Hay días que la nostalgia se cuela por la ventana con los rayos del Sol. Días que recuerdas cosas, recuerdas sueños y sientes que algo dentro de ti está roto.
Esos pedacitos que notas dentro, bailoteando entre el corazón y la barriga, que se quedaron ahí como si de fotografías se tratasen, llevándote una y otra vez al recuerdo de cosas que ya nunca pasarán.
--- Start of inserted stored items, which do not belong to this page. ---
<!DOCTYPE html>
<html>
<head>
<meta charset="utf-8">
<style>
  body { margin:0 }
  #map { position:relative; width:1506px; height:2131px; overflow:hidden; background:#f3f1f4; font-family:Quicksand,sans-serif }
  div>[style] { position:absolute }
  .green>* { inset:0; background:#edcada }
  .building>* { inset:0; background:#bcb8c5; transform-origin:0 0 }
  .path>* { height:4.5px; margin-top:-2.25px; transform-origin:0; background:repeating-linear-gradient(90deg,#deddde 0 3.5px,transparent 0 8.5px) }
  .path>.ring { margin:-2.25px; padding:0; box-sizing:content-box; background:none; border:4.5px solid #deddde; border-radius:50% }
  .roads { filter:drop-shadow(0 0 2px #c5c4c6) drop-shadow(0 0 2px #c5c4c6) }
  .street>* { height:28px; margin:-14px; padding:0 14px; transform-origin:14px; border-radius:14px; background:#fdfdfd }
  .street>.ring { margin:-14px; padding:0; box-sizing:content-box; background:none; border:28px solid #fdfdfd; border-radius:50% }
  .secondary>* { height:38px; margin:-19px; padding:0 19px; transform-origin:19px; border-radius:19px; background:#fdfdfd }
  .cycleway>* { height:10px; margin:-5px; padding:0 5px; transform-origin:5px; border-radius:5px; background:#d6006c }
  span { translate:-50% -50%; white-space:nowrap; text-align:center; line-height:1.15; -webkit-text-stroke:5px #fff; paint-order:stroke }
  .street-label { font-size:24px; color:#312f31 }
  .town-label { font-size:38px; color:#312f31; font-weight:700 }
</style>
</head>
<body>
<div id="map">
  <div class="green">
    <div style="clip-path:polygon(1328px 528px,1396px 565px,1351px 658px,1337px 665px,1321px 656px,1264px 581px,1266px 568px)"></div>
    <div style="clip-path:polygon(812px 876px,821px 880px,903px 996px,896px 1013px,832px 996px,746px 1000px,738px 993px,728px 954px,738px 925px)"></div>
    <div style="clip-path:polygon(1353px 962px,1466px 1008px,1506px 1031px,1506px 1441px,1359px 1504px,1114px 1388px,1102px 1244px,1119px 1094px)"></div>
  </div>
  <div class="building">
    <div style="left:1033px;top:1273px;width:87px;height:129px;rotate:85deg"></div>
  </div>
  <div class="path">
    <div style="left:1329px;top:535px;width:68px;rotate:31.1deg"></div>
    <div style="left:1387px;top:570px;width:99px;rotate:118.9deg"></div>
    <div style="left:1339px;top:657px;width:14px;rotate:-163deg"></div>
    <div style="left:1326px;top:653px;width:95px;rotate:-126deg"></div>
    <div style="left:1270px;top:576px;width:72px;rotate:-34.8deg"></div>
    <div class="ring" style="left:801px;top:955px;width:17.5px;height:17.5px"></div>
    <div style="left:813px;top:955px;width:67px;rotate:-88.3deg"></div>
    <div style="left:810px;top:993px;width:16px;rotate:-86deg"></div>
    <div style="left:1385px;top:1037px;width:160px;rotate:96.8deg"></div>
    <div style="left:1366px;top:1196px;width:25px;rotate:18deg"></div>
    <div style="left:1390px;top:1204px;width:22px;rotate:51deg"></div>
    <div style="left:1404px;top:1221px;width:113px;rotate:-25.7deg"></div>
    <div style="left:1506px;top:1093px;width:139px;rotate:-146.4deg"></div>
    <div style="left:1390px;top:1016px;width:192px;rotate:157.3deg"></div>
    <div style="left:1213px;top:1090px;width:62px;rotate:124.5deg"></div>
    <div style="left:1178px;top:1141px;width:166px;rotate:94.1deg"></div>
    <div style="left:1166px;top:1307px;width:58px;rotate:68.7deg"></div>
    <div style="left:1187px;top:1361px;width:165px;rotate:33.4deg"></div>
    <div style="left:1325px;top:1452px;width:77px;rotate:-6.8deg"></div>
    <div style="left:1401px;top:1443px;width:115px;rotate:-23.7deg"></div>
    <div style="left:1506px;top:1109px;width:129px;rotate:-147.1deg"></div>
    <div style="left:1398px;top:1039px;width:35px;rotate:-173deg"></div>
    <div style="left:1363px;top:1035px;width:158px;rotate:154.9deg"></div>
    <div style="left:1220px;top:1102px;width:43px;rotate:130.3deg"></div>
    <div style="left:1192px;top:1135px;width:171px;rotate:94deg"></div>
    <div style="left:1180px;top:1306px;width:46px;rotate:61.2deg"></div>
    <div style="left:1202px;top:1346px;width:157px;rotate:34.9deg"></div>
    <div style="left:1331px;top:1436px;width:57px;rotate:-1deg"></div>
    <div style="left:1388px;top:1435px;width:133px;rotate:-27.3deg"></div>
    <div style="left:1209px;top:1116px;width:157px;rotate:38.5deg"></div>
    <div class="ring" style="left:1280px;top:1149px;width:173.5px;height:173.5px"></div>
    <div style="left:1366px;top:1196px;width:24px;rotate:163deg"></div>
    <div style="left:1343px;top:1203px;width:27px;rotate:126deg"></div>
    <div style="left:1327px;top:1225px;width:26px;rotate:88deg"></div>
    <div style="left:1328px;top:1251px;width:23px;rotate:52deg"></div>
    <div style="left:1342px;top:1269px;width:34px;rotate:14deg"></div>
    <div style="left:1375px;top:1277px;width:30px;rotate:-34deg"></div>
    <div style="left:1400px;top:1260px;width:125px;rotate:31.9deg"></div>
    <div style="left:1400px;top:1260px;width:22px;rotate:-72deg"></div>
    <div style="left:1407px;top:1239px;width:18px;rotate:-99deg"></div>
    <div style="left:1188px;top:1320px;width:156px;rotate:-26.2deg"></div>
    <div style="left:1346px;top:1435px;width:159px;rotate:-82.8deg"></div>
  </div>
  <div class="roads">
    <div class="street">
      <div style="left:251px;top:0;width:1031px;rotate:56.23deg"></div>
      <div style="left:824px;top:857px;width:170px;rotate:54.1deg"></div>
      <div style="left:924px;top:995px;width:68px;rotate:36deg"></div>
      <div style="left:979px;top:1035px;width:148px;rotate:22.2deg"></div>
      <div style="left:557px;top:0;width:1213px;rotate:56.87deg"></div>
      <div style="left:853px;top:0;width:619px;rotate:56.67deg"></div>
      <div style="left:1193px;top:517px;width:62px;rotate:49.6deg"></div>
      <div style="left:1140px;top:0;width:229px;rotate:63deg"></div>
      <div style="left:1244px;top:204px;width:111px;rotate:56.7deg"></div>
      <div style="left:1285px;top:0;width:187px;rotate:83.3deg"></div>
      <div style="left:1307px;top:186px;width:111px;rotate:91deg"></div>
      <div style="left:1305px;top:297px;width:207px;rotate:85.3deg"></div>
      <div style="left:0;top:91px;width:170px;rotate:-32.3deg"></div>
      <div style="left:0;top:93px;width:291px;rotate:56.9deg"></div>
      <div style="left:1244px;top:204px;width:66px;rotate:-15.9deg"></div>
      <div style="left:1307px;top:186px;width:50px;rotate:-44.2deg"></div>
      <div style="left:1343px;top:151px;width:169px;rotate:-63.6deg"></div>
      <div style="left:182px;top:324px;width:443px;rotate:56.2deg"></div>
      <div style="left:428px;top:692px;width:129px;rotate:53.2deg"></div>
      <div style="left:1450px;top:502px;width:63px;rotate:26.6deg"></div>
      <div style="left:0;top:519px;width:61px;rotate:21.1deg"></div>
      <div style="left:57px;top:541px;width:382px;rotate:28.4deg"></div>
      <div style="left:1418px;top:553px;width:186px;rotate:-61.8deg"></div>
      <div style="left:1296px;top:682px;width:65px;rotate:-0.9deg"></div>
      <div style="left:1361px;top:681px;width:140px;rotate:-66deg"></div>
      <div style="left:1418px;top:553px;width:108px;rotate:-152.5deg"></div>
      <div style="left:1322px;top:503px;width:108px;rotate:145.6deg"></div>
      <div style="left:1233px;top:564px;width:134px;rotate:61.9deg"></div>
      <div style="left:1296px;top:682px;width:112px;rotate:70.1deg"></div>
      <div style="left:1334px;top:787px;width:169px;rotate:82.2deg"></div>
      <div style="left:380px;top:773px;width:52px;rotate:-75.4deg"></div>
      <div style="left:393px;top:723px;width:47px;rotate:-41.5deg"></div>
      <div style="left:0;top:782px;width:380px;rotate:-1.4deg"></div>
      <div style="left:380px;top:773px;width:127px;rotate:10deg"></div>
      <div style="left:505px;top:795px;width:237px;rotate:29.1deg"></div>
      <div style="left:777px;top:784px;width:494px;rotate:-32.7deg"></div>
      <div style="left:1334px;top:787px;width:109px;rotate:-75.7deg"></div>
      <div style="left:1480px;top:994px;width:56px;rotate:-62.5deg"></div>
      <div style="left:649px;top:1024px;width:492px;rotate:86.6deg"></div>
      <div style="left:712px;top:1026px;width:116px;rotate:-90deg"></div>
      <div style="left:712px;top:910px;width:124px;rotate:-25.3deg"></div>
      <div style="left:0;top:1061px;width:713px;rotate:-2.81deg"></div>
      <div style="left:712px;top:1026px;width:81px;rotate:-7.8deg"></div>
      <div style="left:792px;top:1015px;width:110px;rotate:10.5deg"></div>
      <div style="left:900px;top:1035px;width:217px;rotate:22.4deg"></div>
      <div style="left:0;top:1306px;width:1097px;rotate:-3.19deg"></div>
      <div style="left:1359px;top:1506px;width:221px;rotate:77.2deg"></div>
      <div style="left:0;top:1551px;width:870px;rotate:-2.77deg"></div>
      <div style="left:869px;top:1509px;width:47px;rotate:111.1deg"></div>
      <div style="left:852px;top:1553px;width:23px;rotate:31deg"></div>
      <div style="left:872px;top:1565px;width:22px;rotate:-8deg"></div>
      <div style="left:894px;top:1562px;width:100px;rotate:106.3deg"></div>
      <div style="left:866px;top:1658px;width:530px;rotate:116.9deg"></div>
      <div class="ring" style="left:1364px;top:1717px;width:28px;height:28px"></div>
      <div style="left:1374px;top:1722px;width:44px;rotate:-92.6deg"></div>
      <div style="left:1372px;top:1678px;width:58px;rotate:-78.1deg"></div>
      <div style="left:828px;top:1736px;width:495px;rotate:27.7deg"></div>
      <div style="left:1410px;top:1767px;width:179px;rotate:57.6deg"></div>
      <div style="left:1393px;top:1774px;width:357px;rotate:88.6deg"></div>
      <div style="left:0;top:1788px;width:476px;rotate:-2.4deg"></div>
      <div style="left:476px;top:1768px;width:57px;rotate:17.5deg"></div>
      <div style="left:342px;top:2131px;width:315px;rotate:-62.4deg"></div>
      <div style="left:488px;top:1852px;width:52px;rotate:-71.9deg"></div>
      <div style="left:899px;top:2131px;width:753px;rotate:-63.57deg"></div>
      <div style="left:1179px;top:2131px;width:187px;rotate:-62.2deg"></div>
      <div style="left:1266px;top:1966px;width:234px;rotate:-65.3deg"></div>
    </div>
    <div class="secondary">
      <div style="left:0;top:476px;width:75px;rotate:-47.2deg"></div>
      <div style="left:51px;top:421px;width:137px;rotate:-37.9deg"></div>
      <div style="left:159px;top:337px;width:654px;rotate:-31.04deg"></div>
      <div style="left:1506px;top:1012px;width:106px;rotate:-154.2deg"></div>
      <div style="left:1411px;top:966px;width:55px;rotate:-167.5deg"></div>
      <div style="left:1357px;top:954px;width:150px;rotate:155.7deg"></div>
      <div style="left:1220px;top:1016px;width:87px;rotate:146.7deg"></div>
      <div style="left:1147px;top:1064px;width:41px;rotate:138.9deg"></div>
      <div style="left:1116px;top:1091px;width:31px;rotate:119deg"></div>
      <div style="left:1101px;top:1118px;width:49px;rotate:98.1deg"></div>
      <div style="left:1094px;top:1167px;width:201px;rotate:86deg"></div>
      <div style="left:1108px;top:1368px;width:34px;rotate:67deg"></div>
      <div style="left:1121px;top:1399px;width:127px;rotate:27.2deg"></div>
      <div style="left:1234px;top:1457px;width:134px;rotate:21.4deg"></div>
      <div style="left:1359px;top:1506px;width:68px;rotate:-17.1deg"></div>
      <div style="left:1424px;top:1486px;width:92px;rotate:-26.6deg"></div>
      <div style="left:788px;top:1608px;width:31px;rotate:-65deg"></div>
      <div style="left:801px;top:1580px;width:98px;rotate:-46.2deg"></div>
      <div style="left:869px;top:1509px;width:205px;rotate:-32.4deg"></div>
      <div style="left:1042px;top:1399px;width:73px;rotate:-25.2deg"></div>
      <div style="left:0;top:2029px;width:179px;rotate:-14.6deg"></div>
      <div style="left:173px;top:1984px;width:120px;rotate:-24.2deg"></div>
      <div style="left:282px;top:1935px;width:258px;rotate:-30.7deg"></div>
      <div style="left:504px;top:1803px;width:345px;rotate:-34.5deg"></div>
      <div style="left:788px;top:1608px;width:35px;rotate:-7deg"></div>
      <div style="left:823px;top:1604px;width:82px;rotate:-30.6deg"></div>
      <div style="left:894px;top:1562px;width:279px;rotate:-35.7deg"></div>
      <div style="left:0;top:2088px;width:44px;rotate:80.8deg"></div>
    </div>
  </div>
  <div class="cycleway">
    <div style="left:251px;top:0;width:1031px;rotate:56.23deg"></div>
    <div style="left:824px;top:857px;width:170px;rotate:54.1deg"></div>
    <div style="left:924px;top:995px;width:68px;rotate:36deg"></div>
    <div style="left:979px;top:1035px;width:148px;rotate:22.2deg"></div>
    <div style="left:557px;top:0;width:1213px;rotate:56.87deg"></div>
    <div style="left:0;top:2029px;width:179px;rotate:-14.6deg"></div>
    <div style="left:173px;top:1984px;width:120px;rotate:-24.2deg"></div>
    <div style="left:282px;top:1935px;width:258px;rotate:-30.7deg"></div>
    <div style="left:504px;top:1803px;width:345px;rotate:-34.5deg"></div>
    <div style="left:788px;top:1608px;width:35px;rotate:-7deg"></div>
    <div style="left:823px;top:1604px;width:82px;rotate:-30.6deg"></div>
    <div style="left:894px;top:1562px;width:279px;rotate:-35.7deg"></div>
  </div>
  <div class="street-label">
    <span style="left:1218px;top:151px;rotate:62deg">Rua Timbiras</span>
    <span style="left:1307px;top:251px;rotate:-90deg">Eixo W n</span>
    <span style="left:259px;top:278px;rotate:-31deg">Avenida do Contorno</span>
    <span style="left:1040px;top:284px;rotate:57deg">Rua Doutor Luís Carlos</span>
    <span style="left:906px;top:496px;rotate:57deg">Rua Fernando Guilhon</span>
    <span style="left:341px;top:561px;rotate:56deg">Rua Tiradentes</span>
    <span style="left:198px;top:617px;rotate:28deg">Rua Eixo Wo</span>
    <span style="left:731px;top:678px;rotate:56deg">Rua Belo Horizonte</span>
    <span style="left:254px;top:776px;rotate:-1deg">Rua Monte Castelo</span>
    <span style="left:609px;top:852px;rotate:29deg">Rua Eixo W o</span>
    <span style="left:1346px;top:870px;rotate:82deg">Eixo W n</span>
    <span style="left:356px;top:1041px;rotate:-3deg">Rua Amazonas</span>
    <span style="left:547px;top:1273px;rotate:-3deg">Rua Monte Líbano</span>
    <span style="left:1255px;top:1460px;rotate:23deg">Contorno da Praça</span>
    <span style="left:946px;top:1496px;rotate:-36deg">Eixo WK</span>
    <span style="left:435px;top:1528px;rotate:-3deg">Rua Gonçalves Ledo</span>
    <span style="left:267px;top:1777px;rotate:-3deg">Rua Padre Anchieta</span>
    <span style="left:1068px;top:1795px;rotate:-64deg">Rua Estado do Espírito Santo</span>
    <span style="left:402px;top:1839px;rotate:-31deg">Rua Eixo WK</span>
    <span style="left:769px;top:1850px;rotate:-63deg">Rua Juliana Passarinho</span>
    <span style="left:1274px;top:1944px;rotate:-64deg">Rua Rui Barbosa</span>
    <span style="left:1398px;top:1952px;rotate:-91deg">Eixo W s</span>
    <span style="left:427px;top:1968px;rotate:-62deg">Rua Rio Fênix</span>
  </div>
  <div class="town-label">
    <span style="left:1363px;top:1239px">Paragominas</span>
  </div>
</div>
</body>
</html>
¡Que zorra sádica la nostalgia! Lleva tatuados en la piel todos los posibles "y si... " y mostrándolos cual trofeo.
Es inevitable sentir alguna lágrima caer, normalmente del ojo izquierdo, que es de donde nacen las lágrimas de pena...
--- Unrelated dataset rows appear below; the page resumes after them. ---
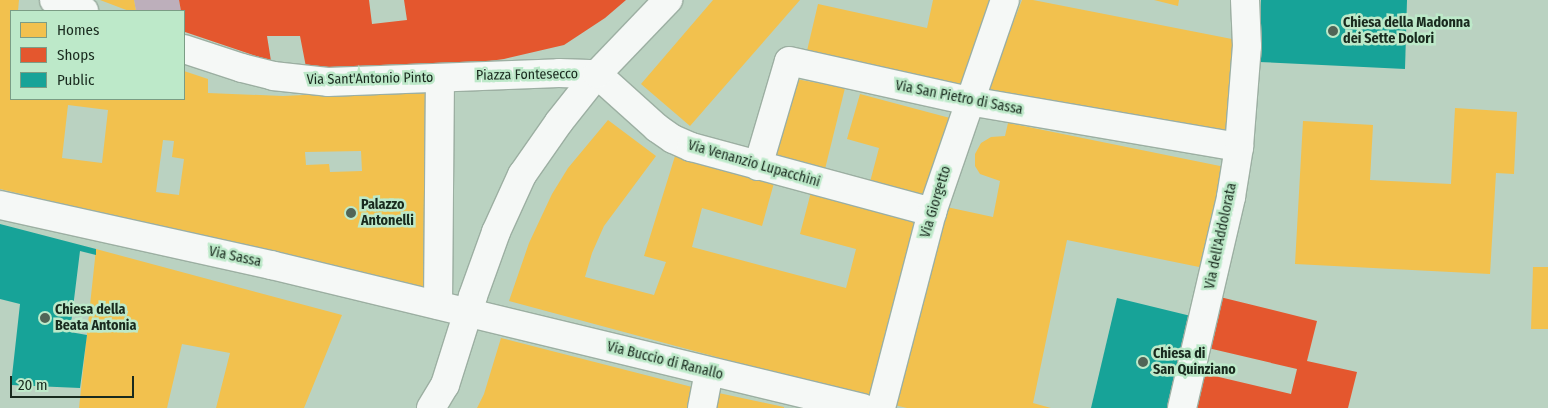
<!DOCTYPE html>
<html>
<head>
<meta charset="utf-8">
<style>
	body { margin:0 }
	#map { position:relative; width:1548px; height:408px; overflow:hidden; background:#bad2c1; font-family:"Fira Sans Condensed",sans-serif }
	div>[style] { position:absolute }
	.green>* { inset:0; background:#bdafbb }
	.homes>* { inset:0; background:#f2c14e }
	.shops>* { inset:0; background:#e4572e }
	.public>* { inset:0; background:#17a398 }
	.roads { filter:drop-shadow(1px 0 #9cafa2) drop-shadow(-1px 0 #9cafa2) drop-shadow(0 1px #9cafa2) drop-shadow(0 -1px #9cafa2) }
	.minor>* { height:28px; margin:-14px; padding:0 14px; transform-origin:14px; border-radius:14px; background:#f5f8f6 }
	.dots>* { width:14px; height:14px; translate:-50% -50%; box-sizing:border-box; border:2px solid #bde9c9; border-radius:50% }
	span { translate:-50% -50%; white-space:nowrap; text-align:center; line-height:1.15; -webkit-text-stroke:5px #bde9c9; paint-order:stroke }
	.poi-label { font-size:14px; color:#192a1e; font-weight:700 }
	.left { translate:0 -50%; text-align:left }
	.street-label { font-size:14px; color:#192a1e }
	.legend { position:absolute; left:10px; top:10px; width:175px; height:90px; box-sizing:border-box; background:#bde9c9; border:1px solid #7b9d85; margin:0; padding:6px 9px; list-style:none; font-size:15px; color:#192a1e }
	.legend li { display:flex; align-items:center; gap:10px; height:25px }
	.legend b { width:25px; border:1px solid #7b9d85 }
	.scale { position:absolute; left:10px; top:376px; width:124px; height:22px; box-sizing:border-box; border:2px solid #192a1e; border-top:0; padding-left:6px; font-size:15px; line-height:18px; white-space:nowrap; color:#192a1e; -webkit-text-stroke:4px #bde9c9; paint-order:stroke }
</style>
</head>
<body>
<div id="map">
	<div class="green">
		<div style="clip-path:polygon(134px 0,179px 0,181px 11px,136px 11px)"></div>
	</div>
	<div class="homes">
		<div style="clip-path:polygon(evenodd,0 0,19px 0,18px 11px,11px 11px,11px 99px,184px 99px,184px 71px,208px 79px,208px 93px,283px 96px,428px 89px,427px 290px,0 189px,0 0,68px 105px,108px 110px,102px 163px,62px 158px,68px 105px,0 0,163px 140px,174px 141px,172px 157px,184px 159px,179px 195px,156px 192px,163px 140px,0 0,361px 151px,362px 171px,330px 172px,329px 164px,306px 165px,305px 152px,361px 151px)"></div>
		<div style="clip-path:polygon(100px 0,134px 0,136px 11px,129px 11px)"></div>
		<div style="clip-path:polygon(713px 0,800px 0,690px 126px,641px 84px)"></div>
		<div style="clip-path:polygon(933px 0,992px 0,961px 88px,806px 55px,818px 4px,927px 28px)"></div>
		<div style="clip-path:polygon(1022px 0,1033px 0,1237px 40px,1227px 130px,986px 93px)"></div>
		<div style="clip-path:polygon(1154px 0,1179px 0,1178px 6px)"></div>
		<div style="clip-path:polygon(796px 79px,845px 88px,825px 169px,772px 158px)"></div>
		<div style="clip-path:polygon(860px 94px,950px 118px,929px 198px,870px 182px,879px 148px,847px 139px)"></div>
		<div style="clip-path:polygon(1455px 108px,1517px 112px,1514px 174px,1496px 173px,1490px 274px,1295px 264px,1303px 121px,1373px 125px,1370px 180px,1451px 184px)"></div>
		<div style="clip-path:polygon(608px 120px,656px 156px,604px 226px,592px 253px,585px 277px,654px 295px,666px 262px,644px 256px,675px 156px,774px 183px,762px 226px,702px 208px,692px 247px,846px 288px,856px 249px,800px 234px,811px 192px,923px 219px,876px 400px,509px 301px,529px 243px,552px 194px,568px 168px)"></div>
		<div style="clip-path:polygon(1008px 123px,1225px 167px,1204px 268px,1067px 240px,1033px 403px,1051px 408px,907px 408px,890px 404px,942px 206px,993px 217px,1000px 181px,980px 174px,975px 166px,975px 154px,981px 143px,991px 137px,1005px 136px)"></div>
		<div style="clip-path:polygon(96px 249px,342px 315px,304px 408px,216px 408px,230px 353px,182px 344px,167px 408px,79px 408px)"></div>
		<div style="clip-path:polygon(1533px 267px,1548px 267px,1548px 329px,1531px 329px)"></div>
		<div style="clip-path:polygon(501px 338px,692px 387px,688px 408px,477px 408px,484px 394px)"></div>
		<div style="clip-path:polygon(714px 392px,784px 407px,784px 408px,711px 408px)"></div>
	</div>
	<div class="shops">
		<div style="clip-path:polygon(179px 0,369px 0,372px 24px,407px 20px,404px 0,626px 0,605px 18px,564px 45px,504px 59px,460px 65px,343px 72px,306px 67px,300px 36px,267px 36px,271px 61px,185px 32px,184px 11px,181px 11px)"></div>
		<div style="clip-path:polygon(1220px 297px,1317px 321px,1307px 361px,1357px 372px,1348px 408px,1194px 408px,1202px 373px,1291px 394px,1297px 369px,1208px 348px)"></div>
	</div>
	<div class="public">
		<div style="clip-path:polygon(1261px 0,1407px 0,1405px 69px,1259px 62px)"></div>
		<div style="clip-path:polygon(0 224px,96px 249px,96px 255px,80px 251px,70px 332px,87px 335px,80px 388px,11px 385px,20px 304px,0 299px)"></div>
		<div style="clip-path:polygon(1117px 298px,1195px 317px,1173px 408px,1091px 408px)"></div>
	</div>
	<div class="roads">
		<div class="minor">
			<div style="left:54px;top:0;width:32px;rotate:20deg"></div>
			<div style="left:184px;top:49px;width:61px;rotate:18.1deg"></div>
			<div style="left:242px;top:68px;width:32px;rotate:14deg"></div>
			<div style="left:273px;top:76px;width:55px;rotate:6.2deg"></div>
			<div style="left:328px;top:82px;width:231px;rotate:-2.2deg"></div>
			<div style="left:559px;top:73px;width:38px;rotate:2deg"></div>
			<div style="left:597px;top:74px;width:81px;rotate:42deg"></div>
			<div style="left:657px;top:128px;width:19px;rotate:35deg"></div>
			<div style="left:673px;top:139px;width:20px;rotate:24deg"></div>
			<div style="left:691px;top:147px;width:250px;rotate:15.1deg"></div>
			<div style="left:758px;top:166px;width:109px;rotate:-73.6deg"></div>
			<div style="left:789px;top:61px;width:184px;rotate:12.5deg"></div>
			<div style="left:969px;top:101px;width:274px;rotate:9.7deg"></div>
			<div style="left:0;top:205px;width:278px;rotate:12.5deg"></div>
			<div style="left:271px;top:265px;width:609px;rotate:13.58deg"></div>
			<div style="left:438px;top:305px;width:227px;rotate:-89.5deg"></div>
			<div style="left:431px;top:408px;width:27px;rotate:-59deg"></div>
			<div style="left:445px;top:385px;width:93px;rotate:-72.5deg"></div>
			<div style="left:473px;top:296px;width:68px;rotate:-70.2deg"></div>
			<div style="left:496px;top:232px;width:63px;rotate:-65.5deg"></div>
			<div style="left:522px;top:175px;width:65px;rotate:-55.1deg"></div>
			<div style="left:559px;top:122px;width:61px;rotate:-51.6deg"></div>
			<div style="left:597px;top:74px;width:103px;rotate:-46.2deg"></div>
			<div style="left:702px;top:408px;width:37px;rotate:-79deg"></div>
			<div style="left:881px;top:408px;width:203px;rotate:-75.4deg"></div>
			<div style="left:932px;top:212px;width:224px;rotate:-71deg"></div>
			<div style="left:1182px;top:408px;width:217px;rotate:-76.9deg"></div>
			<div style="left:1231px;top:197px;width:51px;rotate:-80.9deg"></div>
			<div style="left:1239px;top:147px;width:101px;rotate:-85.5deg"></div>
			<div style="left:1247px;top:46px;width:46px;rotate:-92.5deg"></div>
		</div>
	</div>
	<div class="dots">
		<div style="left:1333px;top:31px;background:#516557"></div>
		<div style="left:351px;top:213px;background:#516557"></div>
		<div style="left:45px;top:318px;background:#516557"></div>
		<div style="left:1143px;top:362px;background:#516557"></div>
	</div>
	<div class="poi-label">
		<span class="left" style="left:1343px;top:31px">Chiesa della Madonna<br>dei Sette Dolori</span>
		<span class="left" style="left:361px;top:213px">Palazzo<br>Antonelli</span>
		<span class="left" style="left:55px;top:318px">Chiesa della<br>Beata Antonia</span>
		<span class="left" style="left:1153px;top:362px">Chiesa di<br>San Quinziano</span>
	</div>
	<div class="street-label">
		<span style="left:527px;top:75px;rotate:-1deg">Piazza Fontesecco</span>
		<span style="left:370px;top:79px;rotate:-1deg">Via Sant'Antonio Pinto</span>
		<span style="left:959px;top:98px;rotate:11deg">Via San Pietro di Sassa</span>
		<span style="left:754px;top:164px;rotate:16deg">Via Venanzio Lupacchini</span>
		<span style="left:936px;top:202px;rotate:-73deg">Via Giorgetto</span>
		<span style="left:1221px;top:236px;rotate:-78deg">Via dell'Addolorata</span>
		<span style="left:235px;top:257px;rotate:12deg">Via Sassa</span>
		<span style="left:665px;top:361px;rotate:14deg">Via Buccio di Ranallo</span>
	</div>
	<ul class="legend">
	<li><b style="height:14px;background:#f2c14e"></b>Homes</li>
	<li><b style="height:14px;background:#e4572e"></b>Shops</li>
	<li><b style="height:14px;background:#17a398"></b>Public</li>
	</ul>
	<div class="scale">20 m</div>
</div>
</body>
</html>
El tiempo pasa y van quedando atrás las posibles historias, modificamos sueños, amamos a diferentes personas y en algunas ocasiones llegamos a odiar. Aunque tengo la firme convicción de que nunca se llega a odiar a alguien que compartió en algún momento los mismos sueños.
Simplemente aprendemos a cargar. Llevamos a la espalda cada historia que marca nuestra vida, y vamos olvidando poco a poco. Hasta que ella entra, como dije, por la ventana o por alguna rendija y nos da de bruces con la realidad.
A veces la vida duele y otras es más bonita. Quizá por eso guardo entre esos pedazos el recuerdo de algunas sonrisas, abrazos y algún que otro beso, para que el peso sea mas llevadero. Para que recordar no sea del todo malo.
Y cuando se hace la noche, tal como vino, la nostalgia se va dándonos una tregua temporal. Porque créanme, ella siempre vuelve, en el momento más inesperado.